**** AVAILABLE RECORDS

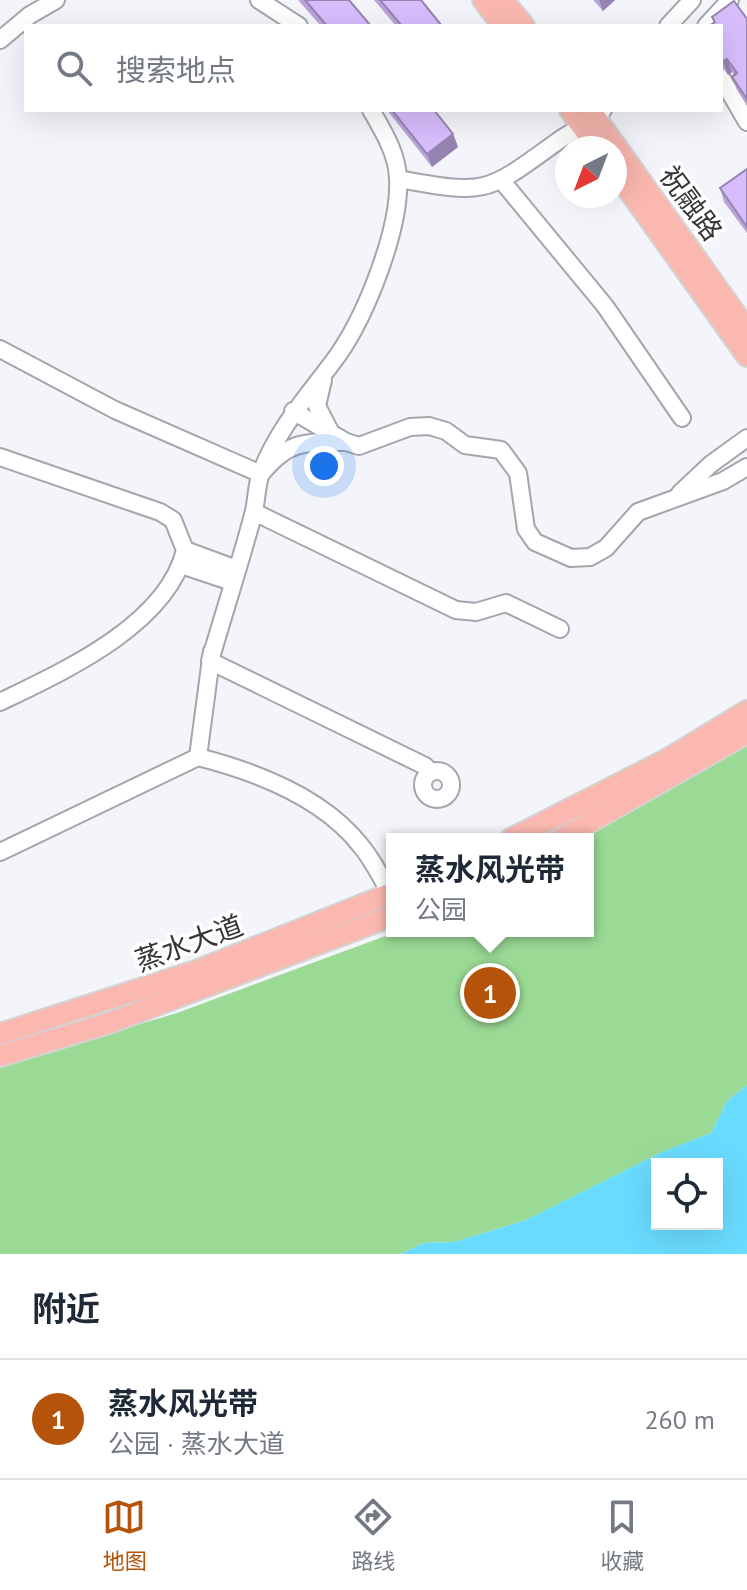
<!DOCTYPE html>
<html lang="zh">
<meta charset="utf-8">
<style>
body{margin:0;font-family:"PT Sans","Noto Sans SC",sans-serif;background:#f2f2f3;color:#1f2937}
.controls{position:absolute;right:24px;bottom:24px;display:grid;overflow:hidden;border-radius:0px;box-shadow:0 8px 32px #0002}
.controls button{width:72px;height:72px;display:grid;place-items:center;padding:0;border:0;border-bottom:2px solid #e0e1e3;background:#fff;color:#1f2937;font:40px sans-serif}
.compass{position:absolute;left:555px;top:136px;width:72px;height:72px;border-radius:50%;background:#fff;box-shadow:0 8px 32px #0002;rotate:222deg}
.you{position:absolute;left:324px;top:466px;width:28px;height:28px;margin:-20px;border:6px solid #fff;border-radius:50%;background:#1a73e8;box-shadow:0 0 0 12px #1a73e833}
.badge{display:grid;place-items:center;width:52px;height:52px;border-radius:50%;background:#b45309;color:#fff;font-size:26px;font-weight:700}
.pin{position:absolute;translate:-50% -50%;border:4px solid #fff;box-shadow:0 2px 8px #0006}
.popup{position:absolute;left:386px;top:833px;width:208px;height:104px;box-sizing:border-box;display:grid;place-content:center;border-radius:0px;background:#fff;filter:drop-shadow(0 2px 6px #0005);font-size:26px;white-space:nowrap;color:#747a83}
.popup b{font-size:30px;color:#1f2937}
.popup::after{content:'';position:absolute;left:50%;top:100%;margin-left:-16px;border:16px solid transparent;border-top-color:#fff}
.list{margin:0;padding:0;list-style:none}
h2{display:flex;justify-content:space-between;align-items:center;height:104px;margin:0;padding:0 32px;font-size:34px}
h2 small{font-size:26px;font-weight:400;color:#747a83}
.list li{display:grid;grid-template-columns:52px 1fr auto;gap:24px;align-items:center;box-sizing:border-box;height:120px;padding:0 32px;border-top:2px solid #e0e1e3}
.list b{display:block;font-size:30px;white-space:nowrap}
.list p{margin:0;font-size:26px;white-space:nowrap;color:#747a83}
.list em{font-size:26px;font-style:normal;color:#747a83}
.icon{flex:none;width:44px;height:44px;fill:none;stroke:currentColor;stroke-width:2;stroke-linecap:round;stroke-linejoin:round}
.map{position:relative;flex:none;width:747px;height:1254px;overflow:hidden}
.search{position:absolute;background:#fff;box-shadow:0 8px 32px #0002;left:24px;right:24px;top:24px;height:88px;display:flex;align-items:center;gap:20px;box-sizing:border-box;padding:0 28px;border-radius:0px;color:#747a83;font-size:30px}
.sheet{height:224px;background:#fff}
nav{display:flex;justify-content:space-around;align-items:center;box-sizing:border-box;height:112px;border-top:2px solid #e0e1e3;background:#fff;font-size:22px;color:#747a83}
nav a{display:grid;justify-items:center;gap:4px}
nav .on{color:#b45309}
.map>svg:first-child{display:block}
.green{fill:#9bda95}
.water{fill:#69dbfe;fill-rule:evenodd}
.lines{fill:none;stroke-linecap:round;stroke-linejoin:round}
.minor-casing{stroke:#a5a6ac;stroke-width:20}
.major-casing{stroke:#d3d3d3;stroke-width:24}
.minor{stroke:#fff;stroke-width:16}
.major{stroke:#fab8b0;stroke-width:20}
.wall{fill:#b9a3d9}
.shaded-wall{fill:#9684b0}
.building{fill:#d7bdfc;stroke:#9684b0;stroke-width:2}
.labels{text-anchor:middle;stroke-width:7;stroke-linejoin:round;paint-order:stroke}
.street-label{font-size:28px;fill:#353638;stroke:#fff}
</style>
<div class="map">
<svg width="747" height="1254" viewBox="0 0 747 1254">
<rect width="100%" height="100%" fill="#f4f5fb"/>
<polygon class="green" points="747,746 747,1085 727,1101 711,1133 662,1152 526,1220 454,1242 424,1243 400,1254 0,1254 0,1066 177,1013 399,931 588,931 588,839 581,839"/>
<path class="water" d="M747,1085V1254H400L424,1243L454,1242L526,1220L662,1152L711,1133L727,1101ZM657,1164H717V1224H657Z"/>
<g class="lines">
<g class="minor-casing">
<g id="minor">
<polyline points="259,0 299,26"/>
<polyline points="668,26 692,0"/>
<polyline points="706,26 730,0"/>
<polyline points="0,40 30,15 56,0"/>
<polyline points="721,77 747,122"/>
<path d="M371,110C383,131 397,153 398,178C401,228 366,315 338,355C310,394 278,427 261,473C256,486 257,501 253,515C240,564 224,612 210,661L425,766L431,772"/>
<path d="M398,179C487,195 485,194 558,141C572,131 592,123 603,110"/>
<polyline points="502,181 605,306 682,418"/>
<path d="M0,349L115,410L261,474C287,442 302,442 342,442"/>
<polyline points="323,380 317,406 331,433"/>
<polyline points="293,411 346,442 359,446 410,427 429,426 446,431 465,445 501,450 518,473 526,529 535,542 571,558 590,557 606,548 638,512 723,481 747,467"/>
<path d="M0,457L160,512L173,520L185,550C167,625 64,671 0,702"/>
<polyline points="680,493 711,464 747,438"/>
<polyline points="254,512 456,610 476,612 506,603 560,629"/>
<polyline points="181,565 226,580 235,575 231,567 185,550"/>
<polyline points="198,757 212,651"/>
<circle cx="437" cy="785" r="14"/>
<path d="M0,852L198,757C257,772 323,797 361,846C373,860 381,878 391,894"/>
</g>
</g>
<g class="major-casing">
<g id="major">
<polyline points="483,0 503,26"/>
<polyline points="503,0 524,26"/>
<polyline points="570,110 598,148"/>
<polyline points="590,110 747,330"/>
<polyline points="615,171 747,356"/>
<polyline points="511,839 668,759 747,711"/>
<polyline points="560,839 747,733"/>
<polyline points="0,1034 199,970 392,893"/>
<polyline points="0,1056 109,1023 392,916"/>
</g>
</g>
<use href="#minor" class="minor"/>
<use href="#major" class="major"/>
</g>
<g class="wall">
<polygon points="298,0 349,0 371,26 321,26"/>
<polygon points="374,0 421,0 442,26 396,26"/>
<polygon points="593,0 615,0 603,11"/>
<polygon points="712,17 747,19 747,105 737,90 732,77 734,75 732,72 728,75 721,65 721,26 714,23"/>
<polygon points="387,110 434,110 453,134 458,147 432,167"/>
<polygon points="747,169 747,233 724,202 720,188"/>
</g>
<g class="shaded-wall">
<polygon points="599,0 615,0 603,11"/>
<polygon points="727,59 732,72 728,75 723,61"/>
<polygon points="453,134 458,147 432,167 427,154"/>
</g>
<g class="building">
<polygon points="305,0 349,0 371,26 327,26"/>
<polygon points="380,0 421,0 442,26 402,26"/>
<polygon points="734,1 747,19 747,99 732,77 737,73 727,59 723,61 721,59 721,26 709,26 715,22 712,17"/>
<polygon points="392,110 434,110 453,134 427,154"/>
<polygon points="747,169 747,227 720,188"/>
</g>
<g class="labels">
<g class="street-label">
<text transform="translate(691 203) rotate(54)" y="10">祝融路</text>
<text transform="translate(189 943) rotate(-20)" y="10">蒸水大道</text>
</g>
</g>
</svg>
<div class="controls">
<button><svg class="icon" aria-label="locate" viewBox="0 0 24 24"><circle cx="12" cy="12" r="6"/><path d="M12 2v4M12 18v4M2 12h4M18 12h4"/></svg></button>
</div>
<svg class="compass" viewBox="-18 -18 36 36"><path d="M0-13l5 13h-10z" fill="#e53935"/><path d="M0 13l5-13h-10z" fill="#747a83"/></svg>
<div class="you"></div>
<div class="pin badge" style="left:490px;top:993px">1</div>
<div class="popup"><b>蒸水风光带</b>公园</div>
<div class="search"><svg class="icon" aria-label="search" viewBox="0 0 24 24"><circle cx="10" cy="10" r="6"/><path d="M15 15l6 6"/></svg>搜索地点</div>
</div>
<section class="sheet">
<h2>附近<small></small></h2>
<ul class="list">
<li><span class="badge">1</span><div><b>蒸水风光带</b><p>公园 · 蒸水大道</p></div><em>260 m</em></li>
</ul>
</section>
<nav>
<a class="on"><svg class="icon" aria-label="map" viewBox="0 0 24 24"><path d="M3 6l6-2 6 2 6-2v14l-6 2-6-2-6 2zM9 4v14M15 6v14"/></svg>地图</a>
<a><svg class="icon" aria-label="directions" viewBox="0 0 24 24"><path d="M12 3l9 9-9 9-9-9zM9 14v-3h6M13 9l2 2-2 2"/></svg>路线</a>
<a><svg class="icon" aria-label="saved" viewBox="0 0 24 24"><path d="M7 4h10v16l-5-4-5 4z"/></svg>收藏</a>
</nav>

********

> **TASK BRIEF**
Pull every line with "bottom" from the records.

> **EXERCISE ANSWER**
.controls{position:absolute;right:24px;bottom:24px;display:grid;overflow:hidden;border-radius:0px;box-shadow:0 8px 32px #0002}
.controls button{width:72px;height:72px;display:grid;place-items:center;padding:0;border:0;border-bottom:2px solid #e0e1e3;background:#fff;color:#1f2937;font:40px sans-serif}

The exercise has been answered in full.